As my arms now begin to flail away on my stump, I launch into my position that the problem with financial results is that at best, they are an accounting of history… and history, which almost always is expressed in numbers, has sod all to do with delineating the activities that produced those numbers.
Numbers will tell you that you sold a lot of this, but not so much of that. Quarter and year end results tell you who bought what, and which customers have begun to fade away. They do not tell you what the activities were that precipitated that outcome. Once you have an outcome, the ship, as they say, has sailed.
Moreover, the senseless analysis paralysis that most managers are forced to engage in to provide the “deep thinkers” with data they think will sort the mess out, is a quantum waste of time and resources. Time – the most precious commodity of all – is squandered as personnel spend endless hours and days justifying, explaining and regurgitating numbers instead of allocating this considerable amount of effort towards meaningful discussion, reflection and better understanding of what actions and activities would best deserve re-evaluation to impact future outcomes. As they say, at the end of the longest day, what’s done is done. Numbers offer little direction of what challenges lie ahead.

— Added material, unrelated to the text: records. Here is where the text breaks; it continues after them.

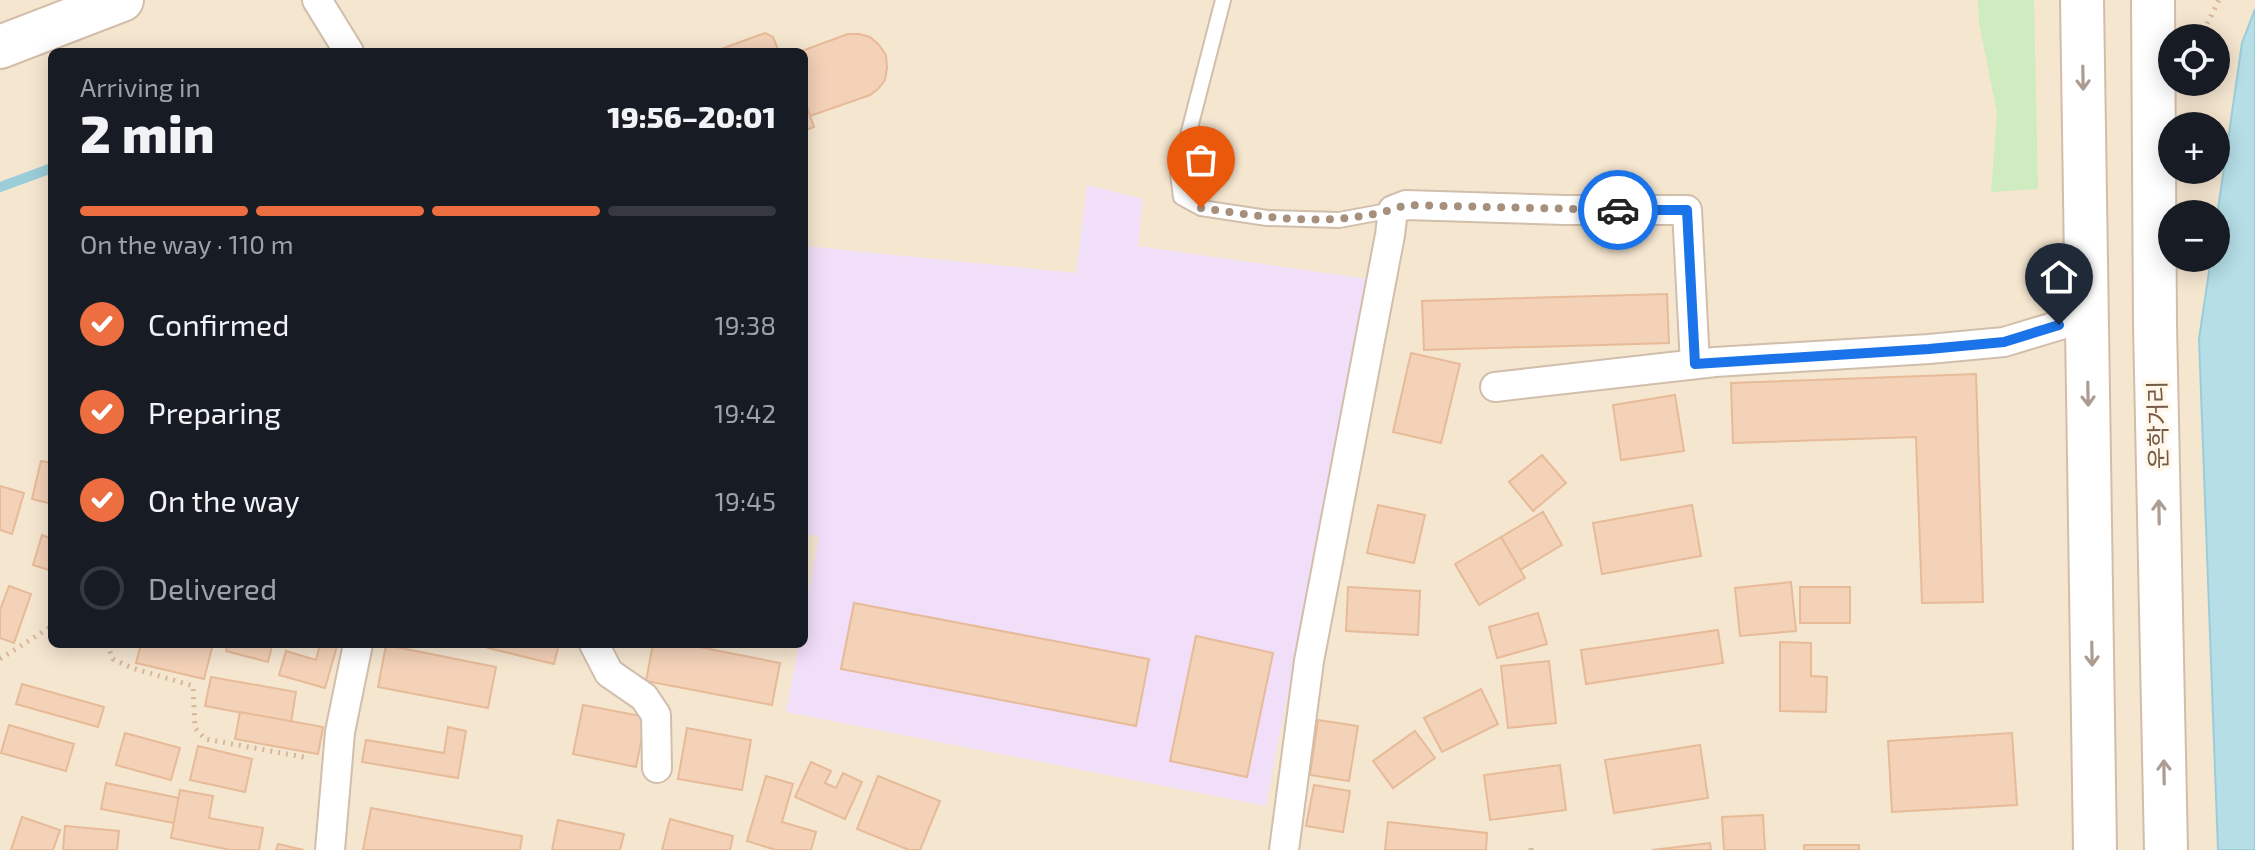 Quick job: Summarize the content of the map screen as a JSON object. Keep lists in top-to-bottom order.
{
  "streets": {
    "main road": ["운학거리"]
  },
  "page": {
    "map_buttons": ["+", "−"],
    "heading": ["2 min", "Arriving in", "19:56–20:01"],
    "bar": "On the way · 110 m",
    "list": [
      ["Confirmed", "19:38"],
      ["Preparing", "19:42"],
      ["On the way", "19:45"],
      "Delivered"
    ]
  }
} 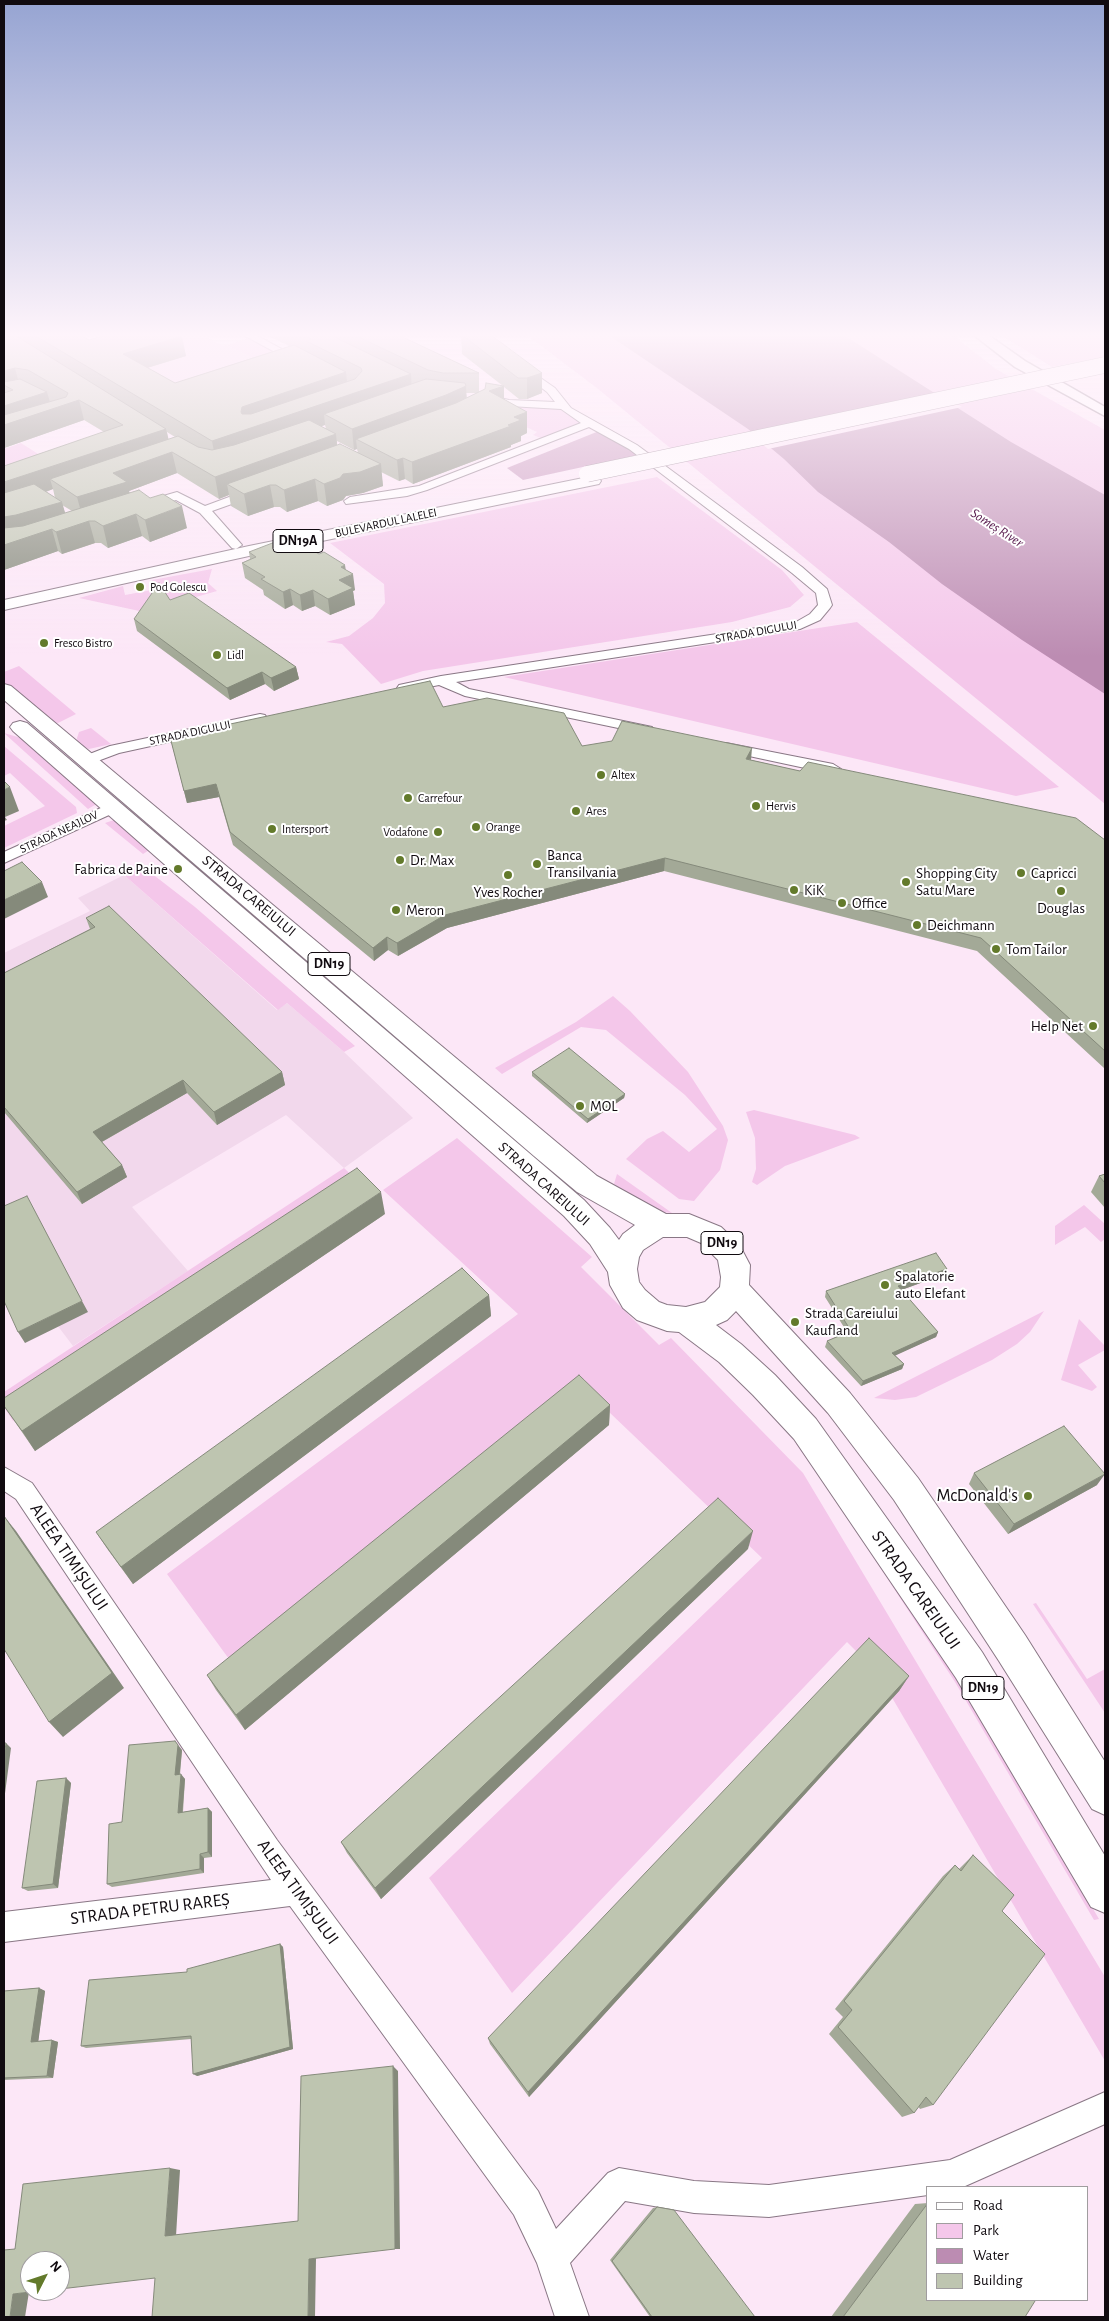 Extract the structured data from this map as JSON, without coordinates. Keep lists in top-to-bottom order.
{
  "streets": {
    "main road": [
      "BULEVARDUL LALELEI",
      "DN19A",
      "STRADA CAREIULUI",
      "DN19"
    ],
    "street": [
      "STRADA DIGULUI",
      "STRADA NEAJLOV",
      "ALEEA TIMIȘULUI",
      "STRADA PETRU RAREȘ"
    ]
  },
  "crossings": [
    ["BULEVARDUL LALELEI", "DN19A"],
    ["STRADA DIGULUI", "STRADA CAREIULUI"],
    ["STRADA NEAJLOV", "STRADA CAREIULUI"],
    ["STRADA CAREIULUI", "DN19"],
    ["ALEEA TIMIȘULUI", "STRADA PETRU RAREȘ"]
  ],
  "water": ["Someș River"],
  "places": [
    "Pod Golescu",
    "Fresco Bistro",
    "Lidl",
    "Altex",
    "Carrefour",
    "Hervis",
    "Ares",
    "Orange",
    "Intersport",
    "Vodafone",
    "Dr. Max",
    "Banca Transilvania",
    "Fabrica de Paine",
    "Capricci",
    "Yves Rocher",
    "Shopping City Satu Mare",
    "KiK",
    "Douglas",
    "Office",
    "Meron",
    "Deichmann",
    "Tom Tailor",
    "Help Net",
    "MOL",
    "Spalatorie auto Elefant",
    "Strada Careiului Kaufland",
    "McDonald's"
  ],
  "legend": [
    "Road",
    "Park",
    "Water",
    "Building"
  ],
  "north": "top right"
} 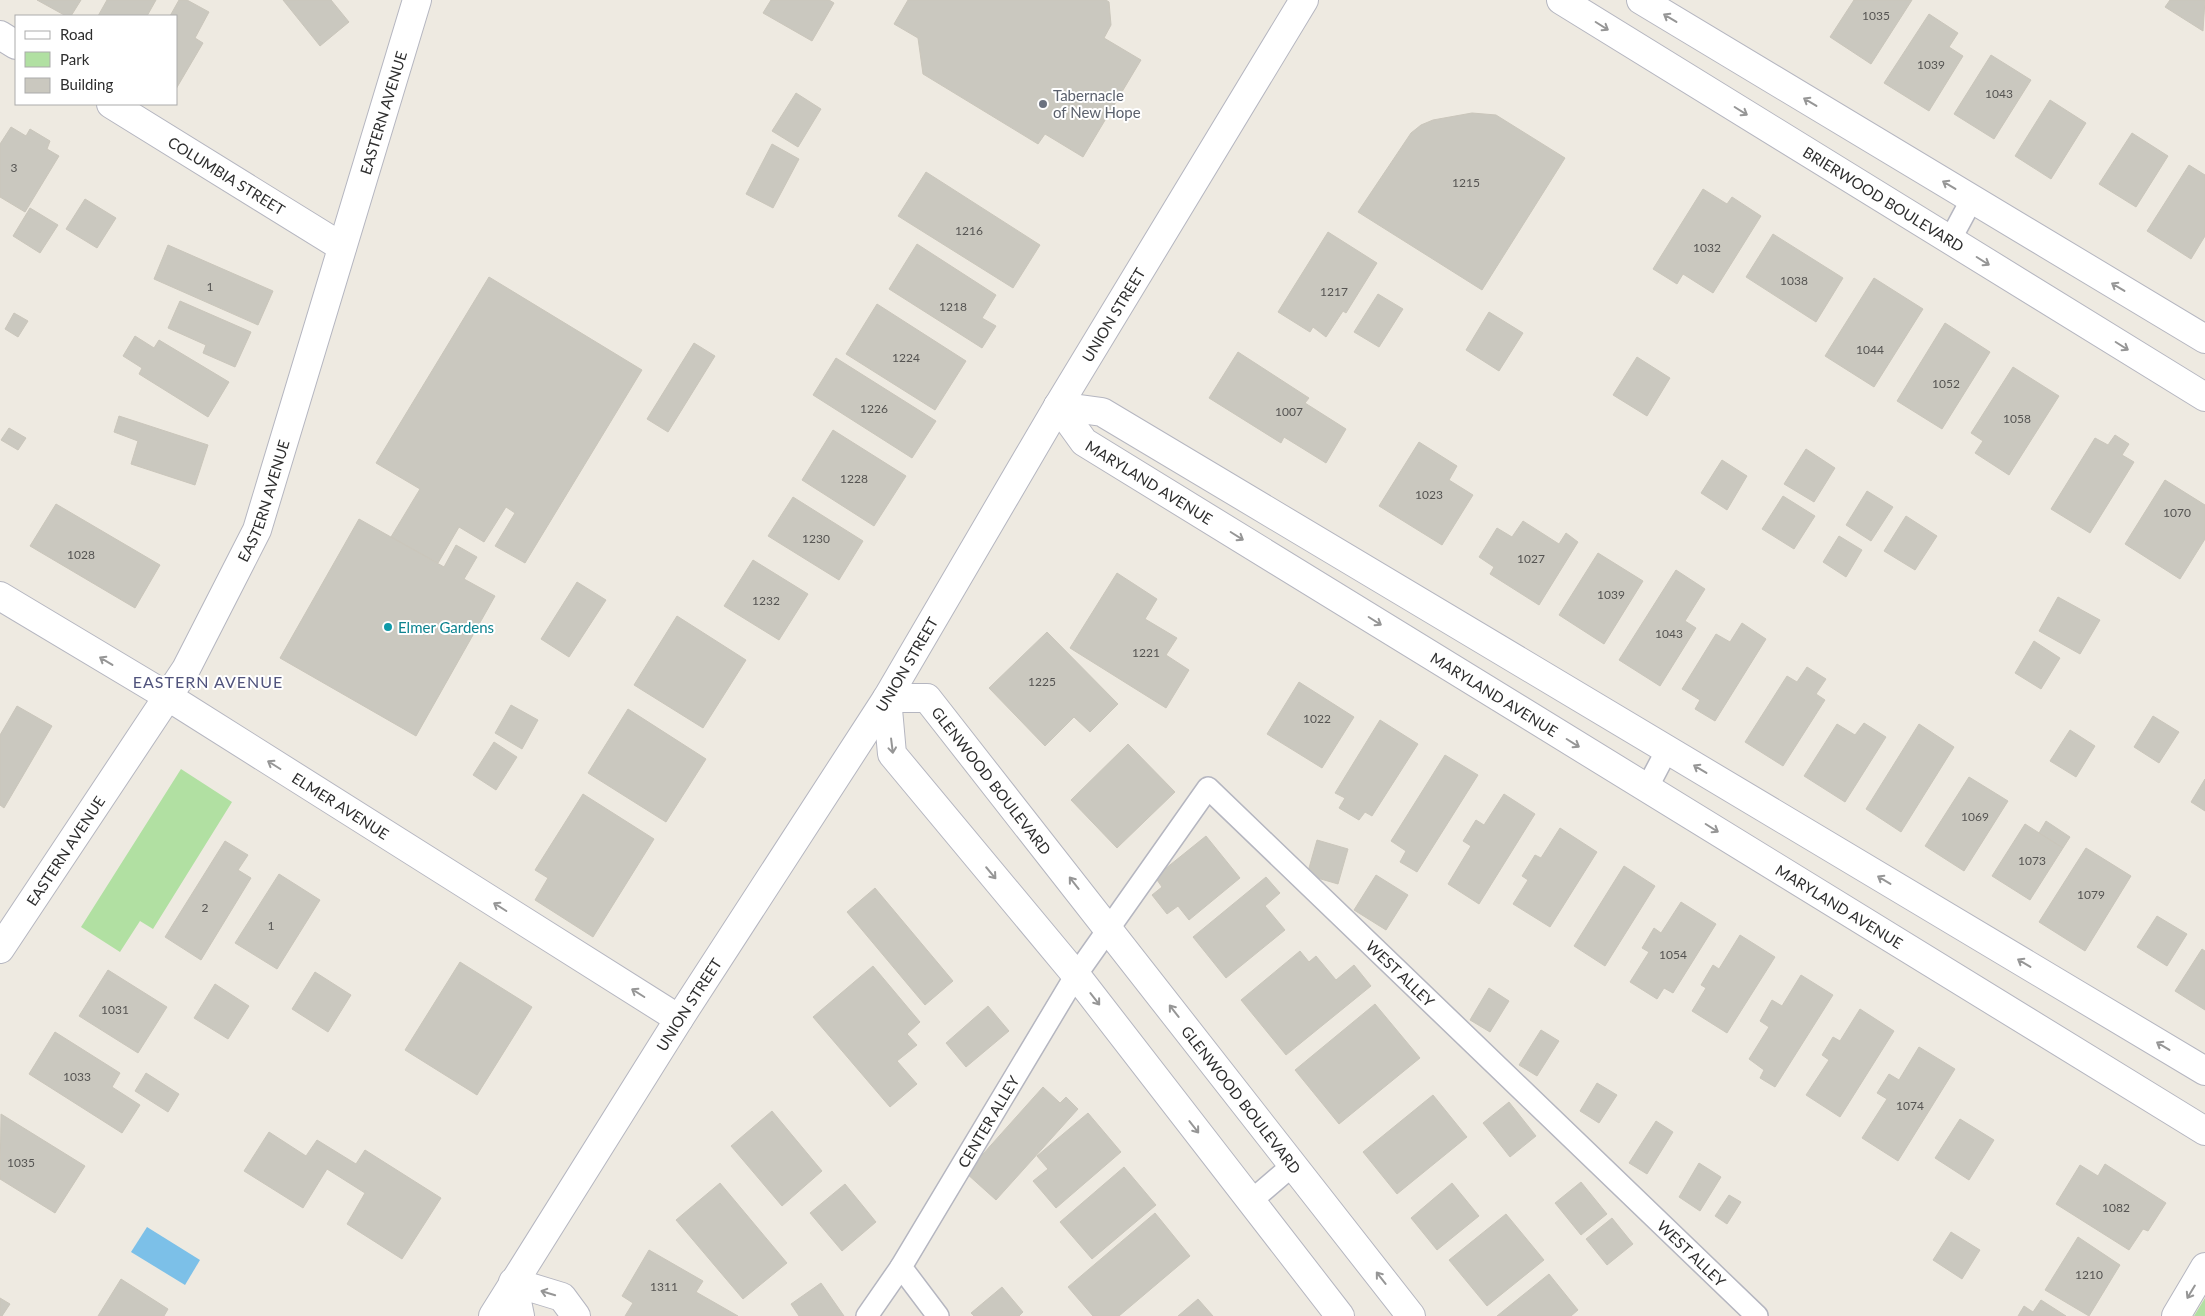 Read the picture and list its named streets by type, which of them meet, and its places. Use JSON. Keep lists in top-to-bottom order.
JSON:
{
  "streets": {
    "street": [
      "EASTERN AVENUE",
      "COLUMBIA STREET",
      "BRIERWOOD BOULEVARD",
      "UNION STREET",
      "MARYLAND AVENUE",
      "GLENWOOD BOULEVARD",
      "ELMER AVENUE"
    ],
    "lane": ["WEST ALLEY", "CENTER ALLEY"]
  },
  "crossings": [
    ["EASTERN AVENUE", "COLUMBIA STREET"],
    ["EASTERN AVENUE", "ELMER AVENUE"],
    ["UNION STREET", "MARYLAND AVENUE"],
    ["UNION STREET", "GLENWOOD BOULEVARD"],
    ["UNION STREET", "ELMER AVENUE"],
    ["GLENWOOD BOULEVARD", "WEST ALLEY"],
    ["WEST ALLEY", "CENTER ALLEY"]
  ],
  "one_way": ["ELMER AVENUE"],
  "districts": ["EASTERN AVENUE"],
  "places": ["Tabernacle of New Hope", "Elmer Gardens"],
  "house_numbers": [
    "1035",
    "1039",
    "1043",
    "3",
    "1215",
    "1216",
    "1032",
    "1038",
    "1",
    "1217",
    "1218",
    "1044",
    "1224",
    "1052",
    "1226",
    "1007",
    "1058",
    "1228",
    "1023",
    "1070",
    "1230",
    "1028",
    "1027",
    "1039",
    "1232",
    "1043",
    "1221",
    "1225",
    "1022",
    "1069",
    "1073",
    "1079",
    "2",
    "1",
    "1054",
    "1031",
    "1033",
    "1074",
    "1035",
    "1082",
    "1210",
    "1311"
  ],
  "legend": ["Road", "Park", "Building"]
}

Don’t get me wrong. In large organizations where there are many hundreds, perhaps thousands of people involved in the selling process, numbers provide necessary key performance indicators that do just that. They indicate where the company is selling successfully and where they’re not. But its behaviours, actions and cultures that drive numbers and it is these processes that require the deep diving necessary to alter future outcomes.
Unfortunately, all too often it is finance departments and people that weigh in on what should be done – based on numbers – but with little to no expertise on why what happened happened.
Imagine if you will, if the sales department attempted to tell the CFO how the finance department could reorganize for better efficiency …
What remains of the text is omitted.